Data listing: Begin
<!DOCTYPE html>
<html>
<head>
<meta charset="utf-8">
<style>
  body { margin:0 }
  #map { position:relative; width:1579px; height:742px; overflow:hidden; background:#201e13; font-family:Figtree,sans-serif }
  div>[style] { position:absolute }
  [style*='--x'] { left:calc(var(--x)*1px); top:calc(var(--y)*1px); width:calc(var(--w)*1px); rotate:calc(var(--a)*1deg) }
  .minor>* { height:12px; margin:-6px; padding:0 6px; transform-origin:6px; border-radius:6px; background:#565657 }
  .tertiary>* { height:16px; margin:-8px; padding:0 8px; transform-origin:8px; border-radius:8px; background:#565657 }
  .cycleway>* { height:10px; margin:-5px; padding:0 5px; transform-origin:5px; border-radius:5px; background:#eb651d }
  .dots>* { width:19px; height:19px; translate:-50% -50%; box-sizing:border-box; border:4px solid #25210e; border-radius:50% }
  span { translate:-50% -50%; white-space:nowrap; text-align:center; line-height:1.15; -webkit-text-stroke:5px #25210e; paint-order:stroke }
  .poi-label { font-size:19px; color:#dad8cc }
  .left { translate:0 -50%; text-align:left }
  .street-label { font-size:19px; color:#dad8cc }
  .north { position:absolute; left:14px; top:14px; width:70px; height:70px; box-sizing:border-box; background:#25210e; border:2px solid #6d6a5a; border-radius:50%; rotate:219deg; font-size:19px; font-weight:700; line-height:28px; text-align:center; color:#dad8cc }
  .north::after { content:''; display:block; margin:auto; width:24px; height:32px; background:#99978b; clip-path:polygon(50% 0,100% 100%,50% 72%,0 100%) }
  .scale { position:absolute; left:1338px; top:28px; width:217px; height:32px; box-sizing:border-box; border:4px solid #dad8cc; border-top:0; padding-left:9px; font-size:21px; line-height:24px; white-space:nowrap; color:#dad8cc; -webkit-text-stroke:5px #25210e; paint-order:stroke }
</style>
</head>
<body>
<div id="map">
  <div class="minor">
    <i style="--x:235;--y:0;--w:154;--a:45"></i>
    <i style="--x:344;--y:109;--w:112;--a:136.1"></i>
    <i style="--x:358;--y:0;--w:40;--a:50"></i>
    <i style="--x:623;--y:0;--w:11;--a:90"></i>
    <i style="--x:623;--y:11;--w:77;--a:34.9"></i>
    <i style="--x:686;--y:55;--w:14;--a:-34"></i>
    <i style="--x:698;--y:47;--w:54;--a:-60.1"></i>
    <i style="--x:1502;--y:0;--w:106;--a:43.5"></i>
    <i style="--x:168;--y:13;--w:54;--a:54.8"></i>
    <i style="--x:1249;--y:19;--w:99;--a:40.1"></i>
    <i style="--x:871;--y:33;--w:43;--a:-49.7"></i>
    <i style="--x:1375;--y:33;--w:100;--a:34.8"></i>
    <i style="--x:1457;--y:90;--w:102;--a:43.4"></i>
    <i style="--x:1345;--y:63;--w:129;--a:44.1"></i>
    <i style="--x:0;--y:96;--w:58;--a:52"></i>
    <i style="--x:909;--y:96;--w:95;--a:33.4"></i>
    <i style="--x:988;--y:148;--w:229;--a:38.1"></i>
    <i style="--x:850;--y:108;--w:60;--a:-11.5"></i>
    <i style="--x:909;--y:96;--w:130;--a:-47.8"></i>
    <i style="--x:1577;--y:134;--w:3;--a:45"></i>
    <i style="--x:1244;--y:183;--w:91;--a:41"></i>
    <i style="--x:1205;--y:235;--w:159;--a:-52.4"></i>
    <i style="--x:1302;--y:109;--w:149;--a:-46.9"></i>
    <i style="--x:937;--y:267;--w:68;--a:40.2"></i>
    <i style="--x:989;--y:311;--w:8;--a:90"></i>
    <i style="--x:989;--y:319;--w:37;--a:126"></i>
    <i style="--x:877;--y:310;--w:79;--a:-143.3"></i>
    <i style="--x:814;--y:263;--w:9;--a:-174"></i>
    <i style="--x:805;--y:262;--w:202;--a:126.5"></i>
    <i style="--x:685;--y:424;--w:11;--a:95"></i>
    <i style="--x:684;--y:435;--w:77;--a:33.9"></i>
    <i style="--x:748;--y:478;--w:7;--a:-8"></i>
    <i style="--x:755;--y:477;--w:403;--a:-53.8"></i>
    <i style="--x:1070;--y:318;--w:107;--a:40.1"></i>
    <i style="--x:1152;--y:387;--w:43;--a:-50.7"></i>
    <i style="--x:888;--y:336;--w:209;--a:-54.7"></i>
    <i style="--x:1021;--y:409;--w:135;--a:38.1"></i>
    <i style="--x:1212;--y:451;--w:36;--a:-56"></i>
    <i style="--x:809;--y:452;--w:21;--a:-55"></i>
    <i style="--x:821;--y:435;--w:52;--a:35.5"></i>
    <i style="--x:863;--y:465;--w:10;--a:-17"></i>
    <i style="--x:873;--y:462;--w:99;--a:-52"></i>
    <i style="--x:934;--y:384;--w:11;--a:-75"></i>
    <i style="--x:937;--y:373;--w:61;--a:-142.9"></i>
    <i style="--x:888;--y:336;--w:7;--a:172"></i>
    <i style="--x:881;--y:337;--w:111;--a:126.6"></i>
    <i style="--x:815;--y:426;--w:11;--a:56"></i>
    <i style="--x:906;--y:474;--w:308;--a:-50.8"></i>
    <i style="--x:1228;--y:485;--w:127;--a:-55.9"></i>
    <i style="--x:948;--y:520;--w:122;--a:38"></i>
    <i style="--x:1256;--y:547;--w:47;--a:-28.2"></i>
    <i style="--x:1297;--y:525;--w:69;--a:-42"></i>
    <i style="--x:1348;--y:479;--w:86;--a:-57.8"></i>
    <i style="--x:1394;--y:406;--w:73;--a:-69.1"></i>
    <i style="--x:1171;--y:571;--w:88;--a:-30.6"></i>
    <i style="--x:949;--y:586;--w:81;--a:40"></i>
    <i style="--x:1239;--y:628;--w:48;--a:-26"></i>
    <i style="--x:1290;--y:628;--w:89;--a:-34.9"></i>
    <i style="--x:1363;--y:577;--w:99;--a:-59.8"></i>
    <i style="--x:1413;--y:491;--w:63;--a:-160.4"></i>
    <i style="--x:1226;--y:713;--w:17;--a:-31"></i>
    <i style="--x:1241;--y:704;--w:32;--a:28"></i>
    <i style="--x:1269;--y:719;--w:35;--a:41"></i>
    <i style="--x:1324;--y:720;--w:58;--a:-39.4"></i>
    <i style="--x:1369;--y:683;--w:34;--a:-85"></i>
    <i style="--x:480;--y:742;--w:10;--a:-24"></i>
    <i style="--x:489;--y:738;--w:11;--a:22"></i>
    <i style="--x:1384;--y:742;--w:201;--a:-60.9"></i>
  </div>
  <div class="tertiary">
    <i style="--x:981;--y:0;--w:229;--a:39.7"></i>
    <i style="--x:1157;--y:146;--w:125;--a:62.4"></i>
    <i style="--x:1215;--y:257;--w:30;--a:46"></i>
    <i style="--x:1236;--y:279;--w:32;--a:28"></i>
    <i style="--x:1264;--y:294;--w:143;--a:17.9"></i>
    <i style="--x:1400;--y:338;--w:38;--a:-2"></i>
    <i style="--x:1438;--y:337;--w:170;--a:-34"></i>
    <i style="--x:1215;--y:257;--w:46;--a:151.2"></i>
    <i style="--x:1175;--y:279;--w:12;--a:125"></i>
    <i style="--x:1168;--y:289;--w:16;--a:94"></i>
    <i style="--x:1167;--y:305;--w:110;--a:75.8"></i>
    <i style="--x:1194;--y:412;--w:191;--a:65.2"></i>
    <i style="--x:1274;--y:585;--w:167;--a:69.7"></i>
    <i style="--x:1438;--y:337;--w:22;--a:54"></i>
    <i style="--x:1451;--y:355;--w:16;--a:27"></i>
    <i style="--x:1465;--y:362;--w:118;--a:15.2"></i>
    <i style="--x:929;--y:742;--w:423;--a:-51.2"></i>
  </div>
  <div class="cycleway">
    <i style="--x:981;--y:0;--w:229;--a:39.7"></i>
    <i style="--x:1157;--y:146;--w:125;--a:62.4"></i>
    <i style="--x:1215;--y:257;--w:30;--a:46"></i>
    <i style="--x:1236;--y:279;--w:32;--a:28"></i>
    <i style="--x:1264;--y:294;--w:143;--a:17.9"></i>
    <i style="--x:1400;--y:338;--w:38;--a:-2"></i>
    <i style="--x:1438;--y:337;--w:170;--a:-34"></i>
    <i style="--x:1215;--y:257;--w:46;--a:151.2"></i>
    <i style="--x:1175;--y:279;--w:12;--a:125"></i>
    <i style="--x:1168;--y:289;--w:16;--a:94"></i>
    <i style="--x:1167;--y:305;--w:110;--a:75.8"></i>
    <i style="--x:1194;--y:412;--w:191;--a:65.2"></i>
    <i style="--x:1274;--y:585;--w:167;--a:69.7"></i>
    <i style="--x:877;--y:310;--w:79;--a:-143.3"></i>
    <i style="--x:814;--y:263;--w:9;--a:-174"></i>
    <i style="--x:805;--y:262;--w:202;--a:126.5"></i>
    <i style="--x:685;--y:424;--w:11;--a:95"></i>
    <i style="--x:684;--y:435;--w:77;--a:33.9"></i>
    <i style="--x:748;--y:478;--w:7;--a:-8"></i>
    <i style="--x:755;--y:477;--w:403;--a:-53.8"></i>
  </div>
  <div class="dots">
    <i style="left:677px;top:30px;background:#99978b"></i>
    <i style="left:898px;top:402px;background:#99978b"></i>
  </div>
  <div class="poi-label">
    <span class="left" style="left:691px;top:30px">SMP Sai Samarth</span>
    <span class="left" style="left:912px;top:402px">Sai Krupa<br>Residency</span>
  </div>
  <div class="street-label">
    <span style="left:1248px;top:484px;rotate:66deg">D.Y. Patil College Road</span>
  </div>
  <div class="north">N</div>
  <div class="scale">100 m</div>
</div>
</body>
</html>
Data listing: End
Data listing: Begin
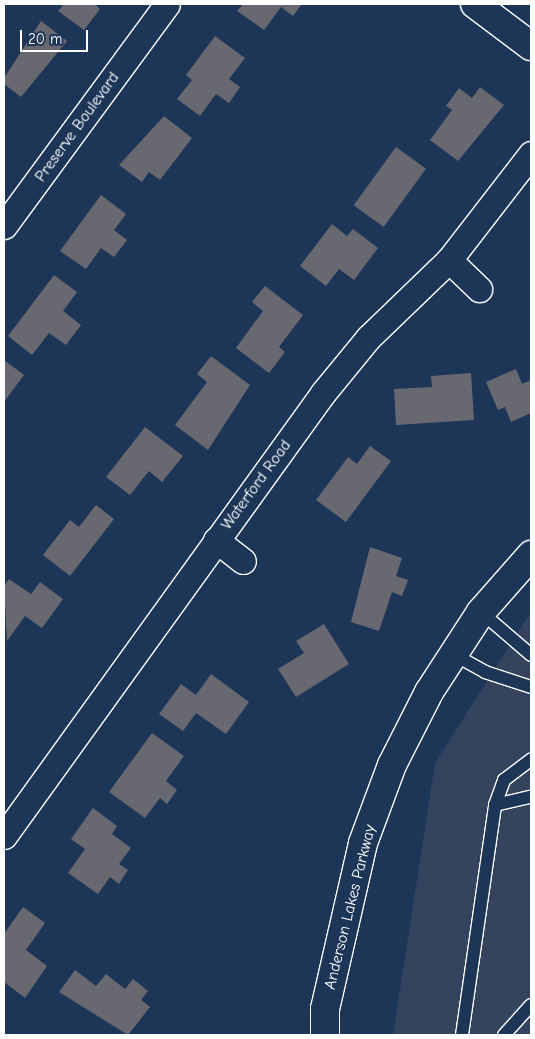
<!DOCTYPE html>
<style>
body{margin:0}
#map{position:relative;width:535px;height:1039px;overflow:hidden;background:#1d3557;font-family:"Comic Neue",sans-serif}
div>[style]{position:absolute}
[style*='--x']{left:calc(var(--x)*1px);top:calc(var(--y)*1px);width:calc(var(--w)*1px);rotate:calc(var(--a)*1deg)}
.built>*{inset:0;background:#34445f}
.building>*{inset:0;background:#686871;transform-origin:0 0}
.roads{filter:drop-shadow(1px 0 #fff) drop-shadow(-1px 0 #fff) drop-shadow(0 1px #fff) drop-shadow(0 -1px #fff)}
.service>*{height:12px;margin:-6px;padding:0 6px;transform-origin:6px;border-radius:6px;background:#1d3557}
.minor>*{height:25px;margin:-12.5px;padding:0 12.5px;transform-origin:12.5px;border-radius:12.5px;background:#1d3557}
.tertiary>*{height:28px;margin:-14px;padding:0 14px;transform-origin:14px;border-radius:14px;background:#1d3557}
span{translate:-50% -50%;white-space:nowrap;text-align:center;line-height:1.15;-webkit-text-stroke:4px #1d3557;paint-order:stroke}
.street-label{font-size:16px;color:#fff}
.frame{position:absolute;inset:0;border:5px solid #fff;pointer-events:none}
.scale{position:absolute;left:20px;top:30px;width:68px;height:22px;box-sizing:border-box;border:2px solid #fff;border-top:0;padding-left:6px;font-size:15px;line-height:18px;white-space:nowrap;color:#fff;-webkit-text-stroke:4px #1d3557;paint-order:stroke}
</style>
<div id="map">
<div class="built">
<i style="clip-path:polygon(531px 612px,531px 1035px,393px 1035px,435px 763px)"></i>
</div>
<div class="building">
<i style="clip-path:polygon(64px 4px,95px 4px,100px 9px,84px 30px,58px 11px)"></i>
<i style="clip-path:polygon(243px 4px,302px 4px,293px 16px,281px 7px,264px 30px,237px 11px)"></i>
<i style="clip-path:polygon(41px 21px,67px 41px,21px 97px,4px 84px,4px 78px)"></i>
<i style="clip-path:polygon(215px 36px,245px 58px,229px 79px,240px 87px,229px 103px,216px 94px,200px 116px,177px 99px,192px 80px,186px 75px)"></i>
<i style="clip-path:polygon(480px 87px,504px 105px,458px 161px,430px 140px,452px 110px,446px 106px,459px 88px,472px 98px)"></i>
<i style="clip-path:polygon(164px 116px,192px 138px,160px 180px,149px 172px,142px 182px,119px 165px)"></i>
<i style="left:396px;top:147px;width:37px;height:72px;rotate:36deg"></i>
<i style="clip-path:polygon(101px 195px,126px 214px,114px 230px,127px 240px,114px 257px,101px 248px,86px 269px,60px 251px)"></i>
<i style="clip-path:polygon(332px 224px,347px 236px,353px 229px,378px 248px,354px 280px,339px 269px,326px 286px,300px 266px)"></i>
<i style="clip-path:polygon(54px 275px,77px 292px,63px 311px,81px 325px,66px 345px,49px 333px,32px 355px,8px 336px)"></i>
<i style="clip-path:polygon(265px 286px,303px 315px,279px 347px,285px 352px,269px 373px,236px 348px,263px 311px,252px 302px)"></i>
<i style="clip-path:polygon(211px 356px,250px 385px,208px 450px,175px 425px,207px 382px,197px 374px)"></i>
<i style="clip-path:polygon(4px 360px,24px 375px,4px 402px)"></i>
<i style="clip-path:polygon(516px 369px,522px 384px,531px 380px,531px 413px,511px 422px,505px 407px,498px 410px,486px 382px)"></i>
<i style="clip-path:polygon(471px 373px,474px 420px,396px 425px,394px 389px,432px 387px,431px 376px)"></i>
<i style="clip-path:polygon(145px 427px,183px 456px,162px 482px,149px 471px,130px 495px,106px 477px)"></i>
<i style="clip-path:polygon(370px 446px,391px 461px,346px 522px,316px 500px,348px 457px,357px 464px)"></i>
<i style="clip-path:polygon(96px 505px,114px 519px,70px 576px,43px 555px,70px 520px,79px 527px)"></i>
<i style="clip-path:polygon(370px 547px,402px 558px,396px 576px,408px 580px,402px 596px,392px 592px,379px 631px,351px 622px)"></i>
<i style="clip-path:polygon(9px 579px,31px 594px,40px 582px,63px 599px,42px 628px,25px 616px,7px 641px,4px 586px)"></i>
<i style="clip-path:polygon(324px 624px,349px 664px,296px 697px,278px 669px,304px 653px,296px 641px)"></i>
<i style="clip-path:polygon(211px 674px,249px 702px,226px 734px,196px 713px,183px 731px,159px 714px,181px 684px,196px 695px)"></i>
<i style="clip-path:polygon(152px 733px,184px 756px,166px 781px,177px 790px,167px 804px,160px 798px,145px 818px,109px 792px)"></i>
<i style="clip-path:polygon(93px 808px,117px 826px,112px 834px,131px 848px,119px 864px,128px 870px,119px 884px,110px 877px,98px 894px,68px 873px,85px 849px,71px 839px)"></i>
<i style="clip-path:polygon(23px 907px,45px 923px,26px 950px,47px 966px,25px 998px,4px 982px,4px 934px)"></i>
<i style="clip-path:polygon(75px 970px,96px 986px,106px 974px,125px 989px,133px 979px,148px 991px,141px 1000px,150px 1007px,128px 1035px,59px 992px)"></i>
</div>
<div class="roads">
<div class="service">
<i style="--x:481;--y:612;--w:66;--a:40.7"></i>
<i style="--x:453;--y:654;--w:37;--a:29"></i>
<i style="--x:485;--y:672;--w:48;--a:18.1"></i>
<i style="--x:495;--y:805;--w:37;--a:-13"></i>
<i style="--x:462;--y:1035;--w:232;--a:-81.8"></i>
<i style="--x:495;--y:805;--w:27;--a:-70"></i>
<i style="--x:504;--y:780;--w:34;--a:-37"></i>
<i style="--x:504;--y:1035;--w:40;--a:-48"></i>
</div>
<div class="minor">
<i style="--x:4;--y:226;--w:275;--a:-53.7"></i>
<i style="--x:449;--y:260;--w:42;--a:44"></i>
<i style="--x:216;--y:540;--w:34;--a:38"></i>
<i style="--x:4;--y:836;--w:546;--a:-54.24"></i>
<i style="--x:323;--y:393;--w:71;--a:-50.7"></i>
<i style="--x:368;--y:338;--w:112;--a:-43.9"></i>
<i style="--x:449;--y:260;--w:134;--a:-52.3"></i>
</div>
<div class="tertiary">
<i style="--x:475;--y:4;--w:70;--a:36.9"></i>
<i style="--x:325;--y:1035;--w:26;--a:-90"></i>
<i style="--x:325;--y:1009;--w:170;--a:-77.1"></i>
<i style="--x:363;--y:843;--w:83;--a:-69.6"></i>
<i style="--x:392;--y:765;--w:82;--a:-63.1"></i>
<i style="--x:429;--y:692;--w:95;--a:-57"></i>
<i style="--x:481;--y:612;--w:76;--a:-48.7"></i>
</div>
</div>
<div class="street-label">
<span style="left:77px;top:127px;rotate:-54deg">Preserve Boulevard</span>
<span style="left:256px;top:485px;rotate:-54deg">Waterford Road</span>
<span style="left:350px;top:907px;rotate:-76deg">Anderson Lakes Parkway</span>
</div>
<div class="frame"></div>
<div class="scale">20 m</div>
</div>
Data listing: End
What you will do ▸ Lines in the records above that carry the word "hidden" are to be located and copied.

Task solution ▸
  #map { position:relative; width:1579px; height:742px; overflow:hidden; background:#201e13; font-family:Figtree,sans-serif }
#map{position:relative;width:535px;height:1039px;overflow:hidden;background:#1d3557;font-family:"Comic Neue",sans-serif}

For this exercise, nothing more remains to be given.